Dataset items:
++++++++++++++++++++

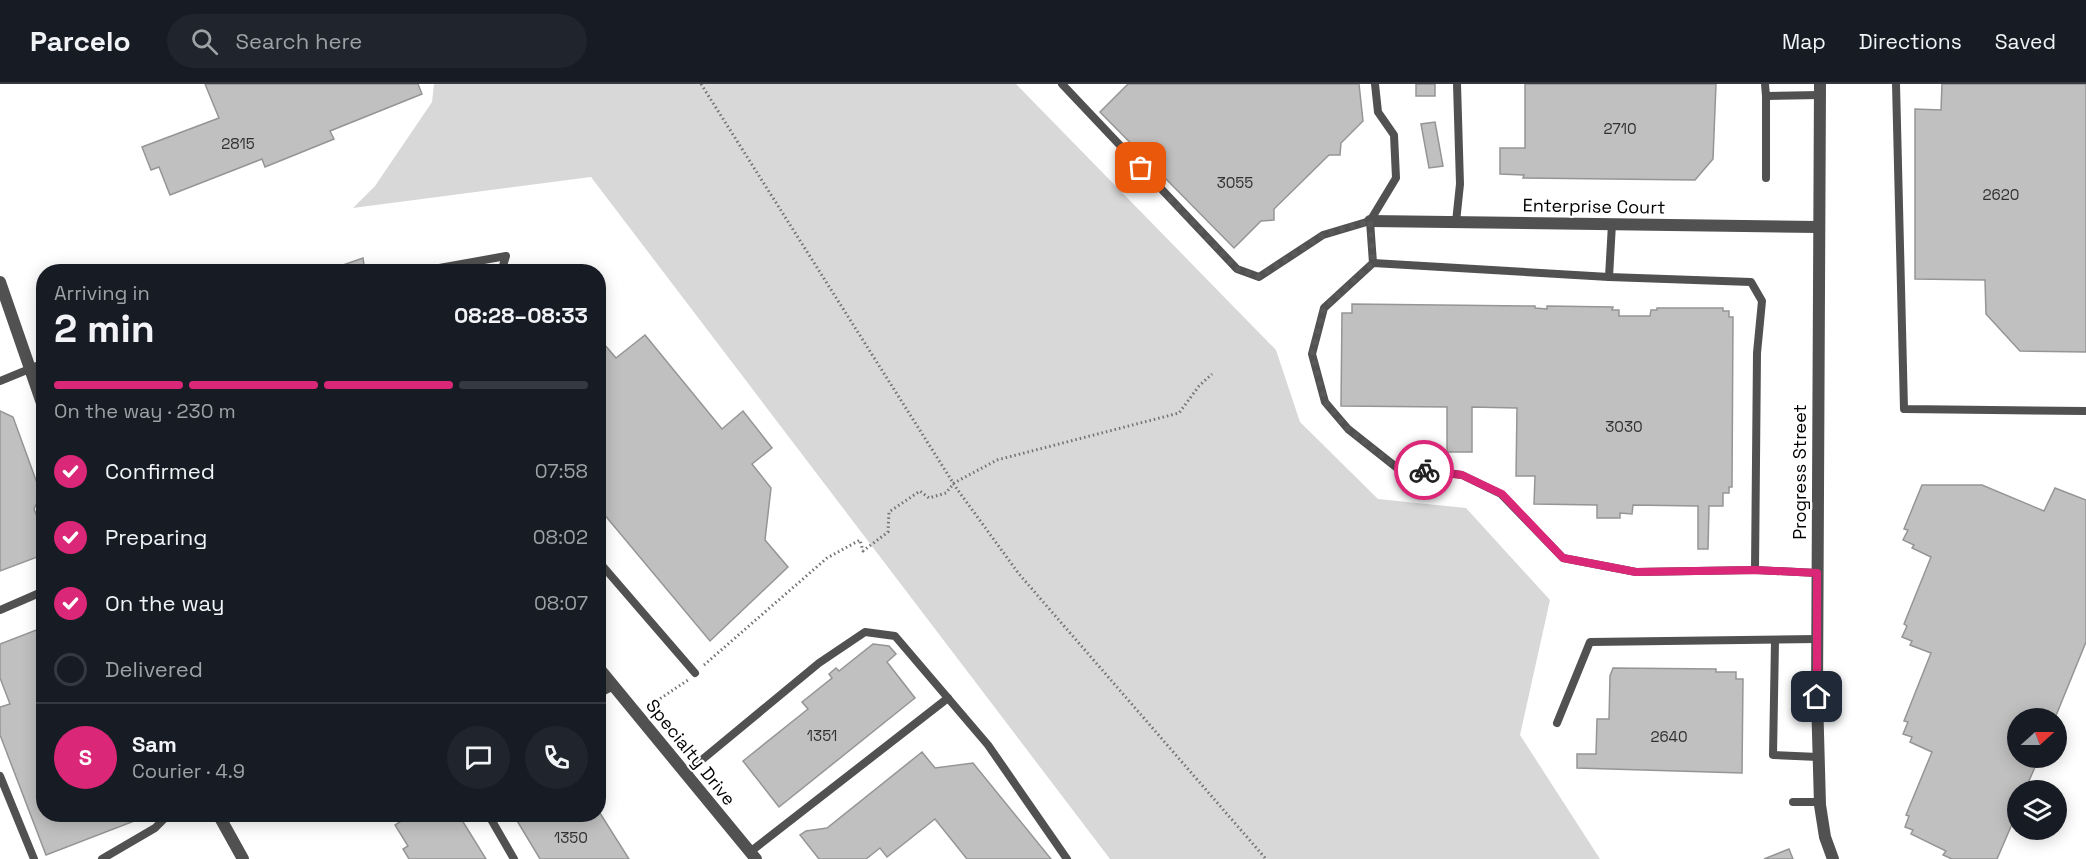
<!DOCTYPE html>
<meta charset="utf-8">
<style>
body{margin:0;font-family:"Space Grotesk",sans-serif;background:#20242c;color:#f1f3f6;height:100vh;display:flex;flex-direction:column;font-size:22px;white-space:nowrap}
*{box-sizing:border-box;margin:0}
p{font-size:20px;color:#9ea1a6}
.icon{flex:none;width:33px;height:33px;fill:none;stroke:currentColor;stroke-width:2;stroke-linecap:round;stroke-linejoin:round}
.map{position:relative;flex:1;overflow:hidden}
.side{position:absolute;left:36px;top:180px;width:570px;height:558px;display:flex;flex-direction:column;background:#171b24;border-radius:24px;box-shadow:0 3px 15px #0003}
.side>*{flex:none}
.needle{width:39px;rotate:69deg}
.tools{position:absolute;left:2007px;top:624px;display:grid;gap:12px}
.tools a{display:grid;place-items:center;width:60px;height:60px;border-radius:50%;background:#171b24;box-shadow:0 3px 15px #0003;font-size:30px}
.pin{position:absolute;display:grid;place-items:center;width:51px;height:51px;color:#fff;margin:-26px;border-radius:12px;box-shadow:0 3px 9px #0006}
.courier{position:absolute;display:grid;place-items:center;width:60px;height:60px;margin:-30px;border:4px solid #db2777;border-radius:50%;background:#fff;color:#222;box-shadow:0 2px 8px #0007}
.headline em{font-style:normal;font-weight:800}
.headline div{display:flex;flex-direction:column-reverse}
.headline{display:flex;align-items:center;justify-content:space-between;height:102px;padding:0 18px}
h1{font-size:39px;font-weight:800;line-height:45px}
.bar{display:grid;grid-template-columns:repeat(4,1fr);gap:9px 6px;align-content:center;height:72px;padding:0 18px}
.bar i{height:8px;border-radius:4px;background:#363941}
.bar .active{background:#db2777}
.bar p{grid-column:span 4}
.line{display:flex;align-items:center;gap:15px;padding:0 18px;border-top:2px solid #363941}
.line div{flex:1}
.round{display:grid;place-items:center;flex:none;width:63px;height:63px;border-radius:32px;background:#20242c}
ol{padding:0 18px;list-style:none}
li{display:flex;align-items:center;gap:18px;height:66px}
li p{margin-inline-start:auto}
li .icon{padding:6px;border-radius:50%;background:#db2777;color:#fff;stroke-width:4}
li:last-child{color:#9ea1a6}
li i{width:33px;height:33px;border:3px solid #363941;border-radius:50%}
header{display:flex;align-items:center;gap:36px;box-sizing:border-box;height:84px;padding:0 30px;background:#171b24;border-bottom:2px solid #363941}
header strong{font-size:28px}
nav{display:flex;gap:33px;margin-inline-start:auto;font-size:21px}
.search{width:420px;height:54px;background:#20242c;display:flex;align-items:center;gap:15px;box-sizing:border-box;padding:0 21px;border-radius:33px;color:#9ea1a6;font-size:22px}
.map>svg:first-child{display:block}
.green{fill:#d8d8d8}
.building{fill:#c0c0c0;stroke:#959595;stroke-width:1.5}
.lines{fill:none;stroke-linecap:round;stroke-linejoin:round}
.path{stroke:#737373;stroke-width:3;stroke-dasharray:1.5 3;stroke-linecap:butt}
.service{stroke:#515151;stroke-width:8}
.minor{stroke:#515151;stroke-width:12}
.done{stroke:#595959;stroke-width:6;stroke-dasharray:0 10.8}
.route{stroke:#db2777;stroke-width:8}
.labels{text-anchor:middle;dominant-baseline:central;stroke-width:4.5;stroke-linejoin:round;paint-order:stroke}
.number-label{font-size:15px;fill:#303030}
.street-label{font-size:18px;fill:#000;stroke:#fff}
</style>
<header>
<strong>Parcelo</strong>
<div class="search"><svg class="icon" aria-label="search" viewBox="0 0 24 24"><circle cx="10" cy="10" r="6"/><path d="M15 15l6 6"/></svg>Search here</div>
<nav><a>Map</a><a>Directions</a><a>Saved</a></nav>
</header>
<div class="map">
<svg width="2086" height="775" viewBox="0 0 2086 775">
<rect width="100%" height="100%" fill="#fff"/>
<polygon class="green" points="434,0 1016,0 1276,266 1300,338 1378,415 1466,424 1550,516 1520,651 1600,775 1110,775 591,93 353,124 375,102 432,18"/>
<g class="building">
<polygon points="205,0 418,0 422,10 330,47 334,55 265,83 262,75 170,111 159,83 151,86 142,63 219,34"/>
<polygon points="1128,0 1359,0 1363,37 1341,59 1340,71 1329,71 1274,125 1274,136 1261,137 1234,164 1100,28"/>
<rect x="1416" y="0" width="19" height="12"/>
<polygon points="1525,0 1716,0 1713,75 1695,96 1523,94 1524,91 1500,90 1500,64 1525,64"/>
<polygon points="1942,0 2086,0 2086,268 2020,267 1986,230 1985,196 1915,195 1915,25 1941,26"/>
<polygon points="1435,38 1443,82 1429,84 1421,40"/>
<polygon points="363,174 365,188 323,188"/>
<polygon points="1352,220 1535,222 1535,224 1547,225 1547,222 1613,223 1612,226 1619,226 1619,232 1650,232 1651,226 1657,226 1657,224 1723,224 1723,227 1729,227 1729,233 1733,233 1732,403 1729,403 1729,409 1723,409 1723,422 1709,422 1708,465 1698,465 1698,422 1633,421 1632,430 1620,429 1620,434 1597,434 1597,421 1534,420 1535,392 1516,392 1517,324 1472,323 1472,368 1447,368 1447,323 1341,322 1342,229 1352,229"/>
<polygon points="645,251 722,345 743,327 772,364 752,380 771,404 765,456 788,483 710,557 598,423 598,253 616,274"/>
<polygon points="0,327 13,333 41,410 34,425 44,449 44,465 40,472 0,487"/>
<polygon points="1922,401 1982,401 2044,427 2055,404 2086,416 2086,558 2055,634 2018,634 2018,674 2039,674 2025,706 2018,706 2018,726 1997,775 1952,775 1943,771 1946,767 1911,750 1913,746 1905,743 1909,732 1906,731 1932,668 1910,658 1912,653 1903,650 1908,638 1904,637 1931,569 1910,561 1912,557 1902,553 1907,542 1904,540 1931,473 1912,464 1914,461 1903,456 1908,446 1904,445"/>
<polygon points="44,543 44,730 140,730 137,736 46,771 0,651 0,623 10,620 0,594 0,560"/>
<polygon points="873,560 889,562 896,570 887,578 915,614 779,723 743,677 808,625 802,618 832,594 829,590 836,584 839,587"/>
<polygon points="1613,584 1716,585 1716,588 1736,588 1736,595 1743,595 1742,689 1577,684 1577,670 1596,670 1597,635 1609,635 1610,592"/>
<polygon points="922,668 935,684 973,679 1051,775 967,775 935,735 887,773 880,764 866,775 819,775 800,751 806,747 827,744"/>
<polygon points="598,726 629,775 540,775 513,730 598,730"/>
<polygon points="412,730 463,730 460,733 486,775 409,775 403,765 408,762 395,741"/>
<polygon points="1789,765 1793,775 1764,775"/>
</g>
<g class="lines">
<g class="path">
<polyline points="701,0 957,405 1019,490 1266,775"/>
<polyline points="704,581 827,474 860,456 863,467 888,448 889,428 920,407 929,414 946,409 954,399 997,376 1179,329 1199,302 1212,290"/>
<polyline points="649,622 688,596"/>
</g>
<g class="service">
<polyline points="1062,0 1237,185 1259,193 1323,151 1370,137"/>
<polyline points="1375,0 1378,28 1394,51 1396,94 1370,137 1373,179 1324,224 1312,270 1325,318 1348,345 1396,383 1462,391 1501,410 1563,474 1636,488 1755,486 1757,269 1762,217 1751,198 1609,193 1612,140"/>
<polyline points="1765,0 1766,12 1820,11"/>
<polyline points="1896,0 1904,325 2086,327"/>
<polyline points="1766,12 1766,94"/>
<polyline points="1456,138 1460,100 1457,0"/>
<polyline points="1373,179 1609,193"/>
<polyline points="417,188 506,172 501,188"/>
<polyline points="0,297 44,279"/>
<polyline points="600,479 695,589"/>
<polyline points="1755,486 1817,489"/>
<polyline points="0,526 44,507"/>
<polyline points="1775,557 1773,671 1818,673"/>
<polyline points="598,610 614,602"/>
<polyline points="1557,639 1590,558 1817,555"/>
<polyline points="686,689 819,579 865,548 895,552 988,661 1067,775"/>
<polyline points="0,692 34,775"/>
<polyline points="1793,718 1819,718"/>
<polyline points="488,730 514,775"/>
<polyline points="750,768 948,614"/>
<polyline points="102,775 155,744 169,730"/>
</g>
<g class="minor">
<polyline points="1820,0 1817,613 1820,721 1825,753 1833,775"/>
<polyline points="1370,137 1818,143"/>
<polyline points="0,198 44,325"/>
<polyline points="598,583 756,775"/>
<polyline points="218,730 243,775"/>
</g>
</g>
<g class="lines">
<polyline class="done" points="1141,84 1237,185 1259,193 1323,151 1370,137 1373,179 1324,224 1312,270 1325,318 1348,345 1396,383 1424,386"/>
<polyline class="route" points="1424,386 1462,391 1502,410 1563,474 1636,488 1755,486 1817,489 1817,613"/>
</g>
<g class="labels">
<g class="number-label">
<text x="1620" y="44">2710</text>
<text x="238" y="59">2815</text>
<text x="1235" y="98">3055</text>
<text x="2001" y="110">2620</text>
<text x="1624" y="342">3030</text>
<text x="822" y="651">1351</text>
<text x="1669" y="652">2640</text>
<text x="571" y="753">1350</text>
</g>
<g class="street-label">
<text transform="translate(1594 122) rotate(1)">Enterprise Court</text>
<text transform="translate(1799 388) rotate(-90)">Progress Street</text>
<text transform="translate(691 668) rotate(51)">Specialty Drive</text>
</g>
</g>
</svg>
<div class="tools">
<a><svg class="needle" viewBox="-14 -14 28 28"><path d="M0-13l5 13h-10z" fill="#e53935"/><path d="M0 13l5-13h-10z" fill="#9ea1a6"/></svg></a>
<a><svg class="icon" aria-label="layers" viewBox="0 0 24 24"><path d="M12 4l9 5-9 5-9-5zM3 14l9 5 9-5"/></svg></a>
</div>
<div class="pin" style="left:1141px;top:84px;background:#ea580c"><svg class="icon" aria-label="bag" viewBox="0 0 24 24"><path d="M5 8h14l-1 12H6zM9 8a3 3 0 0 1 6 0"/></svg></div>
<div class="pin" style="left:1817px;top:613px;background:#1f2937"><svg class="icon" aria-label="home" viewBox="0 0 24 24"><path d="M3 11l9-7 9 7M6 9v11h12V9"/></svg></div>
<div class="courier" style="left:1424px;top:386px"><svg class="icon" aria-label="bike" viewBox="0 0 24 24"><circle cx="6" cy="16" r="4"/><circle cx="18" cy="16" r="4"/><path d="M6 16l4-8h5l3 8M10 8l3 8H6M13 5h3"/></svg></div>
<section class="side">
<div class="headline"><div><h1>2 min</h1><p>Arriving in</p></div><em>08:28–08:33</em></div>
<div class="bar"><i class="active"></i><i class="active"></i><i class="active"></i><i></i><p>On the way · 230 m</p></div>
<ol>
<li><svg class="icon" aria-label="check" viewBox="0 0 24 24"><path d="M5 12l5 5 9-10"/></svg>Confirmed<p>07:58</p></li>
<li><svg class="icon" aria-label="check" viewBox="0 0 24 24"><path d="M5 12l5 5 9-10"/></svg>Preparing<p>08:02</p></li>
<li><svg class="icon" aria-label="check" viewBox="0 0 24 24"><path d="M5 12l5 5 9-10"/></svg>On the way<p>08:07</p></li>
<li><i></i>Delivered</li>
</ol>
<div class="line" style="height:108px"><b class="round" style="background:#db2777;color:#fff">S</b><div><b>Sam</b><p>Courier · 4.9</p></div><a class="round"><svg class="icon" aria-label="chat" viewBox="0 0 24 24"><path d="M4 5h16v11H9l-5 4z"/></svg></a><a class="round"><svg class="icon" aria-label="phone" viewBox="0 0 24 24"><path d="M5 4h4l2 5-3 2q2 4 5 5l2-3 5 2v4C11 20 4 13 5 4z"/></svg></a></div>
</section>
</div>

++++++++++++++++++++

**WORK TASK**
Among the lines of the data, find every one that holds "header" and copy it.

**YOUR RESPONSE**
header{display:flex;align-items:center;gap:36px;box-sizing:border-box;height:84px;padding:0 30px;background:#171b24;border-bottom:2px solid #363941}
header strong{font-size:28px}
<header>
</header>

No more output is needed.